Bisogna sottolineare i limiti delle fratture comparse all’interno delle sfere dirigenti. Come sottolinea Perry Anderson nel suo articolo sulla London Review of Books, le divergenze si sono espresse sullo sfondo di principi comuni. La principale era relativa non alla guerra ma su “con o senza l’ONU”. Il che implica un consenso sulla non proliferazione e anche sul diritto di ingerenza, a condizione che sia autorizzato dalla “comunità internazionale”. Era perfettamente legittimo utilizzare queste contraddizioni per la mobilitazione, ma anche qui occorre andare oltre per precisare le nostre posizioni su una serie di questioni di fondo in materia di istituzioni e di diritto internazionale.
Non credo che le posizioni dei governi abbiano gran che a vedere con la mobilitazione antiguerra e il movimento per un’altra mondializzazione. I paesi in cui le mobilitazioni sono state più forti (Italia, Gran Bretagna, Spagna per l’Europa) sono quelli i cui governi hanno tenuto fermo il loro impegno a fianco degli Stati Uniti. Per contro, le divergenze nel Consiglio di sicurezza e tra i governi, hanno contribuito, loro malgrado, a legittimare la mobilitazione. È la storia del test di Milgram: quando l’autorità si divide…

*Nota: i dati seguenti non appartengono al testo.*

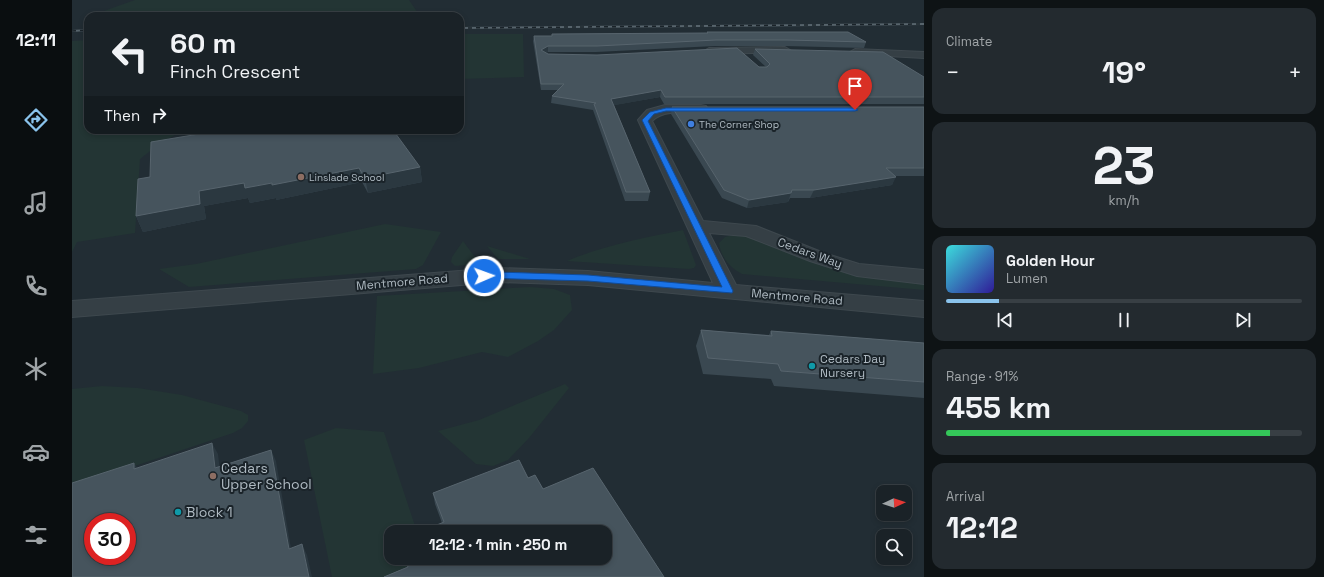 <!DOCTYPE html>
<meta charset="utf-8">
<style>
:root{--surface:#1a2227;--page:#232a2f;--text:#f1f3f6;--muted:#9fa4a7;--line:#383f44;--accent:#8ac3ec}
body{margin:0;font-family:"Space Grotesk",sans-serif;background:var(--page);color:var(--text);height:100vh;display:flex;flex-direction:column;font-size:15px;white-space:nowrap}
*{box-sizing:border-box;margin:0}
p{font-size:13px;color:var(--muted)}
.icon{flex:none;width:22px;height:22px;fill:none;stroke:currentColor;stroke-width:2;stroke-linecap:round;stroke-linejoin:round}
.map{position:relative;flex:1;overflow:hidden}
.sheet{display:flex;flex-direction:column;gap:8px;padding:8px;background:#0e1315;width:400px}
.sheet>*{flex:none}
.banner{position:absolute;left:12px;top:12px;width:380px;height:122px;border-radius:12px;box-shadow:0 2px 6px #0003,0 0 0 1px var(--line);background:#1a2227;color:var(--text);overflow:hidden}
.needle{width:26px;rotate:87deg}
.fabs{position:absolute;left:804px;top:485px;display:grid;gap:8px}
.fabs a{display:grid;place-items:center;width:36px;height:36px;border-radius:8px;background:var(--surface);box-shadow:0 2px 6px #0003,0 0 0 1px var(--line);font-size:20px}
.speed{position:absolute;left:12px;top:513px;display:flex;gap:8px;font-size:20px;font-weight:700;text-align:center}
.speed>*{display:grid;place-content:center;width:52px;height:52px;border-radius:50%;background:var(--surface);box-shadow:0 2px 6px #0003,0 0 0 1px var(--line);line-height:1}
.speed .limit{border:6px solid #d22;background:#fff;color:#111}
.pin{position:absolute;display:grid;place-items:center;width:34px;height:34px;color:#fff;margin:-41px -17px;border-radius:50% 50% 50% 0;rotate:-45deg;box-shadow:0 0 4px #0007}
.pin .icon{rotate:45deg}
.me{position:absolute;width:44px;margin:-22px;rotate:88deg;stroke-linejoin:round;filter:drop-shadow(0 0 3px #0008)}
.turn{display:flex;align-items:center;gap:14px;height:84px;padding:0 20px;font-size:18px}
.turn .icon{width:52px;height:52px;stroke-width:2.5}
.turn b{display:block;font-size:28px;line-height:34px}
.then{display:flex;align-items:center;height:38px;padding:0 20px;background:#0003;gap:8px;font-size:15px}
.big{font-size:30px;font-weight:700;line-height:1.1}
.sheet .card{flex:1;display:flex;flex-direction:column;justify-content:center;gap:6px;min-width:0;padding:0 14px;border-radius:12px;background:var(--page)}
.sheet .dial{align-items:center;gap:0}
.dial b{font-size:52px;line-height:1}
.song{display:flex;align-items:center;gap:12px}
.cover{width:48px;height:48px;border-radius:6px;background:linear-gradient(135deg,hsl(180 70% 55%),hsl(250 70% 35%))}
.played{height:4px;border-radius:2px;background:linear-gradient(90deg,var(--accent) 15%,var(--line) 15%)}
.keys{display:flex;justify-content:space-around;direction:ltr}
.heat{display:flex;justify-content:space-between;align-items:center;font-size:22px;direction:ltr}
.charge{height:6px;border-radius:3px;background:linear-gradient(90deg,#34c759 91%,var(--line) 0)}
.trip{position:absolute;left:312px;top:525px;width:228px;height:40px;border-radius:12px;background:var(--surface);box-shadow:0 2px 6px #0003,0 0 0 1px var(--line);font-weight:700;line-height:40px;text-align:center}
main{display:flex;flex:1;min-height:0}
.dock{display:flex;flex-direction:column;width:72px;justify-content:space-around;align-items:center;background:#0a0e10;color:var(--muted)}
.dock .icon{width:28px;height:28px}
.dock .selected{color:var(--accent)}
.dock b{font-size:18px;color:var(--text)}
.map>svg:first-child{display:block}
</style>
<main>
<nav class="dock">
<b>12:11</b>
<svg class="icon selected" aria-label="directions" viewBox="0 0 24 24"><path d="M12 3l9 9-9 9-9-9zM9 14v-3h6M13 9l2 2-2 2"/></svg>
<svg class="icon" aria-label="music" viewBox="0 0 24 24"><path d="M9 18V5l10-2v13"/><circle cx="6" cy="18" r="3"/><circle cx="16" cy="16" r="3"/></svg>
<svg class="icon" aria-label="phone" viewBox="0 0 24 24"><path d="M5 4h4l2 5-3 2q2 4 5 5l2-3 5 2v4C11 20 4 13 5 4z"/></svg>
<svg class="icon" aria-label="climate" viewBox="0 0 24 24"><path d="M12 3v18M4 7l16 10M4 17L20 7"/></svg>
<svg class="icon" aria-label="car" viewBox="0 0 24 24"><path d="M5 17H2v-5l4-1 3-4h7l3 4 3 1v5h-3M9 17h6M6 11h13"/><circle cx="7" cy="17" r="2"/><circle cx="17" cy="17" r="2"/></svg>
<svg class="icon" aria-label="filters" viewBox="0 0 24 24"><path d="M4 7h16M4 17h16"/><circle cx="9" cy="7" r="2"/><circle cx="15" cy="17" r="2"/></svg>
</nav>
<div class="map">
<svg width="852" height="577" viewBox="0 0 852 577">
<rect width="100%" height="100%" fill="#222d34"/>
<g fill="#233534">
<path d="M 63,0 L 337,0 L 348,16 L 18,16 Z"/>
<path d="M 388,34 L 451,34 L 452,77 L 388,79 Z"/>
<path d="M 16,40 L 16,130 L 112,130 L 87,144 L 68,159 L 63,233 L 5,242 L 0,252 L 0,41 Z"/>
<path d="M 313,224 L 369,232 L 351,265 L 344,269 L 117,287 L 87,269 L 124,264 Z"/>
<path d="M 611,230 L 624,265 L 622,268 L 617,269 L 495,261 C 533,245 571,238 611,230 Z"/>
<path d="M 661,235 L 677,236 L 785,276 L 852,283 L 852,290 L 670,274 C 657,267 649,257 647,243 L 653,237 Z"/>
<path d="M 391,241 L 408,264 L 383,266 L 379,262 L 380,257 Z"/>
<path d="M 415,246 L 458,259 L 426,259 Z"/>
<path d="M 458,287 L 482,289 L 498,295 L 500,310 L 482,330 L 466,341 L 436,357 L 410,352 L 347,368 L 301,374 L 305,296 Z"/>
<path d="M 493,384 L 497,388 L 457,438 L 436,460 L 421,466 L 404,464 L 366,431 L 407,420 Z"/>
<path d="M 30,386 L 66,388 L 110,395 L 169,411 L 176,415 L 176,421 L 170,428 L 161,433 L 0,487 L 0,389 Z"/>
<path d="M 264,428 L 312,432 L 345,532 L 319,532 L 319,558 L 332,558 L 338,577 L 260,577 L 232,440 Z"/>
</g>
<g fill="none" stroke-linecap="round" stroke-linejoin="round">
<g stroke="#3e484e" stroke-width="2">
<g id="minor">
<path d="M 713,47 L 718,50 L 717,52 L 637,54 L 632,51 L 637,48 Z"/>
<path d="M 783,49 L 852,52 L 852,58 L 779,54 L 778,52 Z"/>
<path d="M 593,105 L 629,105 L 634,106 L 636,109 L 634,112 L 629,113 C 614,113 592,109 580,121 L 631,221 L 684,226 L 752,253 L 787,264 L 852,270 L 852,284 L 785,276 L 738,261 L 674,236 L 637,233 L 664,285 L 852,301 L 852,317 L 516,285 L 426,282 L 0,317 L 0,301 L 426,268 L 516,271 L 641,283 L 566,120 L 575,110 Z"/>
</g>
</g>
<use href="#minor" fill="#353f45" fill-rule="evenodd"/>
<g stroke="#57646c" stroke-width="2">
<g id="rail">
<path d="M 388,28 L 852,24"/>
<path d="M 0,31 L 16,30"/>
</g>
</g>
<use href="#rail" stroke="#1a2329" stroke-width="1.5" stroke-dasharray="4" stroke-linecap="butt"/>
</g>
<g fill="#3a4851">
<path d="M 635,32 L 794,42 L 792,48 L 713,46 L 643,46 L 524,52 L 476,52 L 474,53 L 476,54 L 694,67 L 681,55 L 683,49 L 852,77 L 852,104 L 592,104 L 588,97 L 542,105 L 578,192 L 576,201 L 553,201 L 521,110 L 479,103 L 480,96 L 486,90 L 469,90 L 461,41 L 462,36 L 480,36 L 480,34 L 635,33 Z"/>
<path d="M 600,107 L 852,107 L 852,176 L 823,176 L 820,185 L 738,198 L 718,198 L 716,202 L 675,208 L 650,198 L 599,114 Z"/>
<path d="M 139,132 L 348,167 L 350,182 L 296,193 L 290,182 L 204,200 L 204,198 L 178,203 L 176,198 L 132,206 L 134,219 L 71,232 L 64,216 L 78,177 Z"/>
<path d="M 629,330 L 697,335 L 699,331 L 852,343 L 852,398 L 702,386 L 699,379 L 631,374 L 624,346 Z"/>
<path d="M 447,460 L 456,478 L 463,475 L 471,489 L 521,468 L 592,577 L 312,577 L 335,567 L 332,558 L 533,558 L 533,532 L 348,532 L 370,523 L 363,504 L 361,493 Z"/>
</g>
<g fill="#2b3840">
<path d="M 476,46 L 476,52 L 469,57 L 469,50 Z"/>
<path d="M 589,90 L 588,97 L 538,106 L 539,99 Z"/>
<path d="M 348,167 L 350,182 L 296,193 L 293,178 Z"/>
<path d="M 287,168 L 290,182 L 204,200 L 204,198 L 178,203 L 176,198 L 132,206 L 134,219 L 71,232 L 64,216 L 127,191 L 172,183 L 200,183 Z"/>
<path d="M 824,177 L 820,185 L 738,198 L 742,190 Z"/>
<path d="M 719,193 L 716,202 L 675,208 L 677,200 Z"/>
<path d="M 140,443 L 146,454 L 149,480 L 143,468 Z"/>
<path d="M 199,450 L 204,461 L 221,560 L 217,549 Z"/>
<path d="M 62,463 L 69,474 L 62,469 Z"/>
<path d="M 230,544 L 235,555 L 240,577 L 237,577 Z"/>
</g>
<g fill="#46545d" stroke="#57646d" fill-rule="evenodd">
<path d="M 635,32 L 776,32 L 794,42 L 715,40 L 644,40 L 525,46 L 476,46 L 469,50 L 476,54 L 525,55 L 665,48 L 687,67 L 695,67 L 698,64 L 683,49 L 811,52 L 852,77 L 852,97 L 593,97 L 589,90 L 539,99 L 578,192 L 554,192 L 522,104 L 524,103 L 480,96 L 492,84 L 469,84 L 462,36 L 480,36 L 480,34 L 636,33 Z"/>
<path d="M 600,107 L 852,107 L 852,168 L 814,168 L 824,177 L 742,190 L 720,190 L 719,193 L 677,200 L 652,190 Z"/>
<path d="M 138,130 L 321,130 L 348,167 L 293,178 L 287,168 L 200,185 L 200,183 L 173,188 L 172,183 L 127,191 L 128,204 L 64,216 L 66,179 L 78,177 L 79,142 L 139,132 Z"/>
<path d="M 629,330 L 700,336 L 699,331 L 852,343 L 852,382 L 709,371 L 706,364 L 636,358 Z"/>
<path d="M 140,443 L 143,468 L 199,450 L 217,549 L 230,544 L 237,577 L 0,577 L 0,483 L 62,463 L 62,469 ZM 21,522 L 55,522 L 55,556 L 21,556 Z"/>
<path d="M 447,460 L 456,478 L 463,475 L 471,489 L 521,468 L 592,577 L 312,577 L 336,567 L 333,558 L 533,558 L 533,532 L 348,532 L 372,522 L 361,493 Z"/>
</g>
<path fill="#1a73e8" stroke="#114b97" d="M 594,108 L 783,108 L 786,110 L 783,111 L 594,111 L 582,114 L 576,121 L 661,291 L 660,293 L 516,281 L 408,278 L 407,276 L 408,274 L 426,272 L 516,275 L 650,287 L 570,120 L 578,112 Z"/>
<circle fill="#3f7fe0" stroke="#1a2329" stroke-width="1.5" cx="619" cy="124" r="4"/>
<g fill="#8d6e63" stroke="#1a2329" stroke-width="1.5">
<circle cx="229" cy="177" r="4"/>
<circle cx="141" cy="476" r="4"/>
</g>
<g fill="#0f9aa8" stroke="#1a2329" stroke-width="1.5">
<circle cx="740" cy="366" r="4"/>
<circle cx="106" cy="512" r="4"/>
</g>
<g text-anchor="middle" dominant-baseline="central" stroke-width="4" stroke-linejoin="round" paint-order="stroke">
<g font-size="10" fill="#afbac2" stroke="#1a2329" text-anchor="start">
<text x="627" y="124">The Corner Shop</text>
<text x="237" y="177">Linslade School</text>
</g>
<g font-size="12" fill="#afbac2" stroke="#1a2329">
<text transform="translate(738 253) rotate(20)">Cedars Way</text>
<text transform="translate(330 282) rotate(-5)">Mentmore Road</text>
<text transform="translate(725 297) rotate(5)">Mentmore Road</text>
</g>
<g font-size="12" fill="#afbac2" stroke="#1a2329" text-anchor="start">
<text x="748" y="359">Cedars Day<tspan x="748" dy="14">Nursery</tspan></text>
</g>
<g font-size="14" fill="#afbac2" stroke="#1a2329" text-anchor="start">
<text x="149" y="468">Cedars<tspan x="149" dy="16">Upper School</tspan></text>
<text x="114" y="512">Block 1</text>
</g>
</g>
</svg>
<div class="fabs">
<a><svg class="needle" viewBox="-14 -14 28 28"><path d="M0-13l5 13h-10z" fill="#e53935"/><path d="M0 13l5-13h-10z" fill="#9fa4a7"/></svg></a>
<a><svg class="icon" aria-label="search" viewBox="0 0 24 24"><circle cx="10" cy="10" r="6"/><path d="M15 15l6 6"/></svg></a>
</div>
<div class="speed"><div class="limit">30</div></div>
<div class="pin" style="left:783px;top:110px;background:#d93025"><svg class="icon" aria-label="arrive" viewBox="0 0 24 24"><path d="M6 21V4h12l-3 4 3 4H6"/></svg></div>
<svg class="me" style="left:412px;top:276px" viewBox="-20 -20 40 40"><circle r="17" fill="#1a73e8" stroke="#fff" stroke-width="3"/><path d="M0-11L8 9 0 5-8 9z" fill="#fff"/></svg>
<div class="trip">12:12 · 1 min · 250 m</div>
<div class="banner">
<div class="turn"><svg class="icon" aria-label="left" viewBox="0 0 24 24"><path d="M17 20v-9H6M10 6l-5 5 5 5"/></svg><div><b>60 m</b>Finch Crescent</div></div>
<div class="then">Then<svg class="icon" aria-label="right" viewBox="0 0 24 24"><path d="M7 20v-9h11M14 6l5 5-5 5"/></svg></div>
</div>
</div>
<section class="sheet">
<div class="card"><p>Climate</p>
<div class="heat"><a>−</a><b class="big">19°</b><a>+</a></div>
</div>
<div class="card dial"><b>23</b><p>km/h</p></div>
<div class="card">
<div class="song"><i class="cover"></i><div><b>Golden Hour</b><p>Lumen</p></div></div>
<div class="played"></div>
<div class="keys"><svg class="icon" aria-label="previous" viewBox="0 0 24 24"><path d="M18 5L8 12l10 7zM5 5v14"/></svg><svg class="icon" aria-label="pause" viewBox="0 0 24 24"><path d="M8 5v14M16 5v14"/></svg><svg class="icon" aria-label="next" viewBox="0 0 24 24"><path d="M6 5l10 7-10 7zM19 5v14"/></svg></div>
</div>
<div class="card"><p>Range · 91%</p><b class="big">455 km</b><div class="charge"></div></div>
<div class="card"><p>Arrival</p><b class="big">12:12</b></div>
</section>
</main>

D’altra parte, ma questo è scontato tra noi, occorre sottolineare che il legame tra la mobilitazione contro la mondializzazione capitalista e quella contro la guerra è apparso evidente a Firenze come a Porto Alegre. È ciò che non è stato visto venire dalla maggior parte dei media, che si sono svegliati solo di fronte alle manifestazioni del 15 febbraio. Ora, le ragioni di questa radicalizzazione sono profonde. Anche quante e quanti non hanno letto Rosa Luxemburg capiscono bene il legame organico tra il nuovo militarismo imperiale e la mondializzazione mercantile.